В 1916 году, под Верденом, столкнувшись лицом к лицу с этим воплощением всех ужасов современной войны, я был готов дезертировать, покончить с собой, сдаться в плен, нанести себе самому рану, как делали многие, или притвориться сумасшедшим. Это тоже сулило несколько месяцев отдыха в госпитале. Нет, быть простым чернорабочим войны, солдатом или даже офицером, то есть мастером, — это не для меня!
Да, друзья мои, вот какой опыт я приобрел. Это чего-нибудь да стоит в жизни. Как я был счастлив в первые месяцы, когда мне довелось чистить картошку и работать киркой и лопатой! От души желаю этого каждому достойному человеку!
Но когда это стало затягиваться, я почувствовал себя плохо.
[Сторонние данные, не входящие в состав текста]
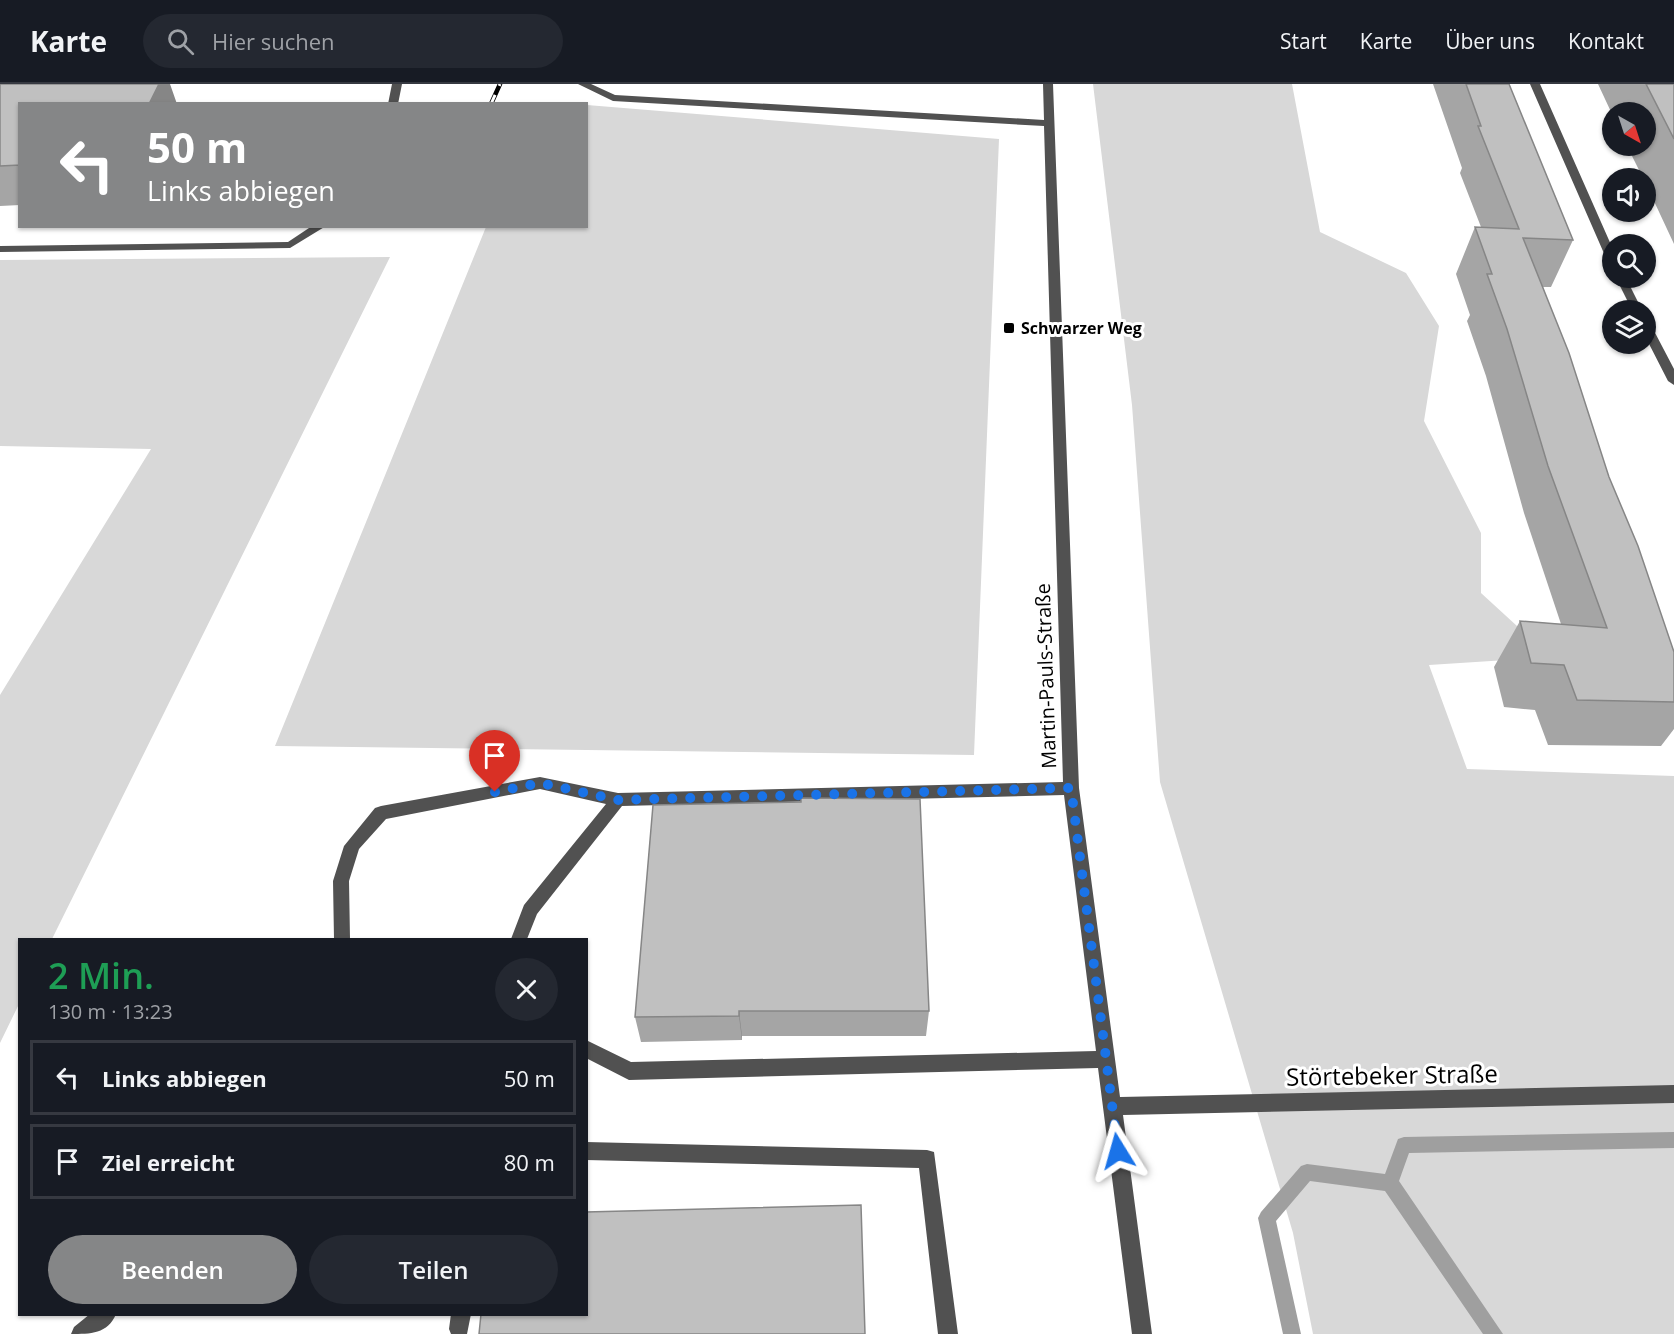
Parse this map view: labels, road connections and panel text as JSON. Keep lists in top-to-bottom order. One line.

Я приветствую обязательную физическую работу, но не надо преувеличивать! Мой социализм все же чуть- чуть аристократичен. Вы, друзья мои, должно быть, в этом не сомневаетесь, и это для вас не новость.
В ту пору я ничего не понимал. Я мучился.
... За завтраком я не отрывал глаз от генерала. Я проверял на нем веру в свою безопасность.
– Ну и жарко же было сегодня утром, — воскликнул,
садясь за стол, лейтенант Фоукер, сопровождавший генерала.